→ Data for analysis:
—————

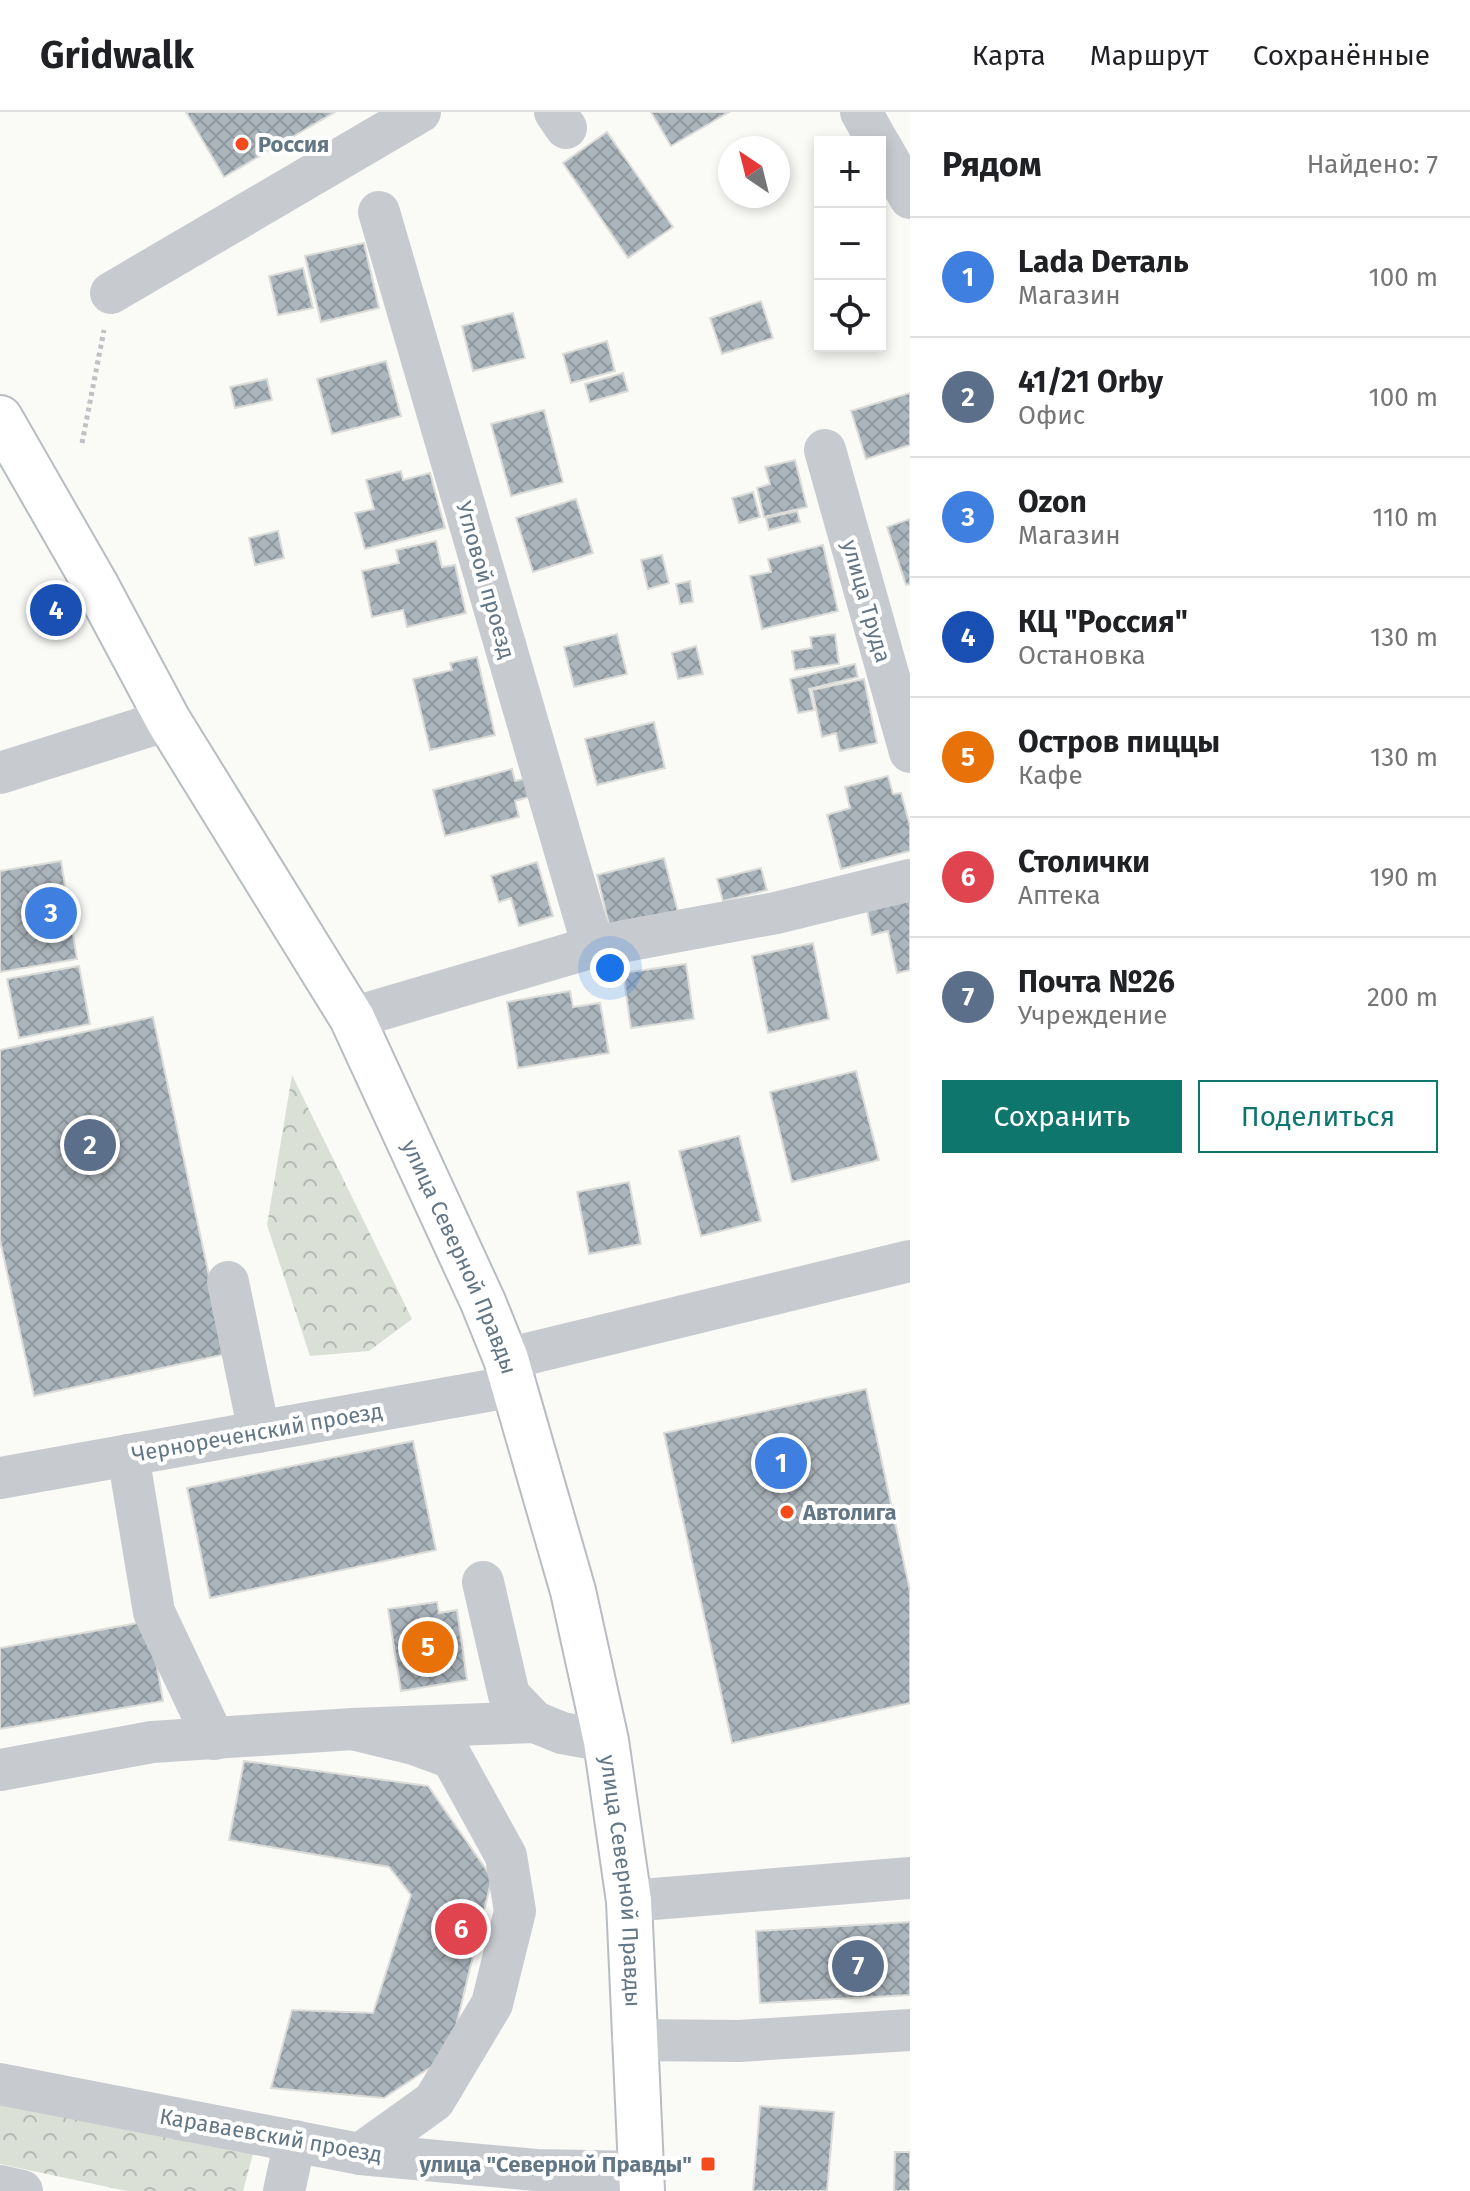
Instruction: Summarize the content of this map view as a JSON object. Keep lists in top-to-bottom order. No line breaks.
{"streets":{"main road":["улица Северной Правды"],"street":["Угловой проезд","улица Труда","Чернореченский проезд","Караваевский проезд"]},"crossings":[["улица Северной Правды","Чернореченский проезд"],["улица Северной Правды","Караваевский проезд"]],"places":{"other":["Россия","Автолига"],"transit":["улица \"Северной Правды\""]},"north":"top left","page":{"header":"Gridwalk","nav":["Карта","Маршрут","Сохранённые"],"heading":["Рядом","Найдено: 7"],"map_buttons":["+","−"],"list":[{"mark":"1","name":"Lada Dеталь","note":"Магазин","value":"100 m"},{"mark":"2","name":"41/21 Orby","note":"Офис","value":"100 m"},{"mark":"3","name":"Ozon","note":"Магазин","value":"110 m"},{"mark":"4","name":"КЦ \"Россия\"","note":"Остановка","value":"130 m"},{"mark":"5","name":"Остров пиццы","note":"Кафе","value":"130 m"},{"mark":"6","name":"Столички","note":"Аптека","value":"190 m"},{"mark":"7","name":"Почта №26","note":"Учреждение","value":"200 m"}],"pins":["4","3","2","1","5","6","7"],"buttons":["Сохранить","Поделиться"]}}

—————

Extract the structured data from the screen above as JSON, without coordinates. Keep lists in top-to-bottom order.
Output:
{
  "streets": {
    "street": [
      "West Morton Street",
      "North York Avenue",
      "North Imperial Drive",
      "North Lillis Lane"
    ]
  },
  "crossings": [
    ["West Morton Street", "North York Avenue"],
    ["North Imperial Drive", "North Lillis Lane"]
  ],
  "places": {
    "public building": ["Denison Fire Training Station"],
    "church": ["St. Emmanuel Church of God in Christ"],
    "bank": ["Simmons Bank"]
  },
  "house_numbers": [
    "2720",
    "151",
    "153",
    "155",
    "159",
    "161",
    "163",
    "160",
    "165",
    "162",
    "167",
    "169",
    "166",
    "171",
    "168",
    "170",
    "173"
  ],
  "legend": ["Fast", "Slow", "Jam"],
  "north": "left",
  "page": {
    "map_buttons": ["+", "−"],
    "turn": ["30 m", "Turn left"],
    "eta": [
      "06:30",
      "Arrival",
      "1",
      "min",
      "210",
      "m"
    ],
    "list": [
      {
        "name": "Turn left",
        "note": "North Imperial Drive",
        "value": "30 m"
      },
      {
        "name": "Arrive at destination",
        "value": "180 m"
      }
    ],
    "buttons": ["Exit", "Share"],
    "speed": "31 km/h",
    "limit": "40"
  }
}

—————

→ Prompt:
In the records, which lines use the word "page"? Report them.

→ Solution to this task:
{"streets":{"main road":["улица Северной Правды"],"street":["Угловой проезд","улица Труда","Чернореченский проезд","Караваевский проезд"]},"crossings":[["улица Северной Правды","Чернореченский проезд"],["улица Северной Правды","Караваевский проезд"]],"places":{"other":["Россия","Автолига"],"transit":["улица \"Северной Правды\""]},"north":"top left","page":{"header":"Gridwalk","nav":["Карта","Маршрут","Сохранённые"],"heading":["Рядом","Найдено: 7"],"map_buttons":["+","−"],"list":[{"mark":"1","name":"Lada Dеталь","note":"Магазин","value":"100 m"},{"mark":"2","name":"41/21 Orby","note":"Офис","value":"100 m"},{"mark":"3","name":"Ozon","note":"Магазин","value":"110 m"},{"mark":"4","name":"КЦ \"Россия\"","note":"Остановка","value":"130 m"},{"mark":"5","name":"Остров пиццы","note":"Кафе","value":"130 m"},{"mark":"6","name":"Столички","note":"Аптека","value":"190 m"},{"mark":"7","name":"Почта №26","note":"Учреждение","value":"200 m"}],"pins":["4","3","2","1","5","6","7"],"buttons":["Сохранить","Поделиться"]}}
  "page": {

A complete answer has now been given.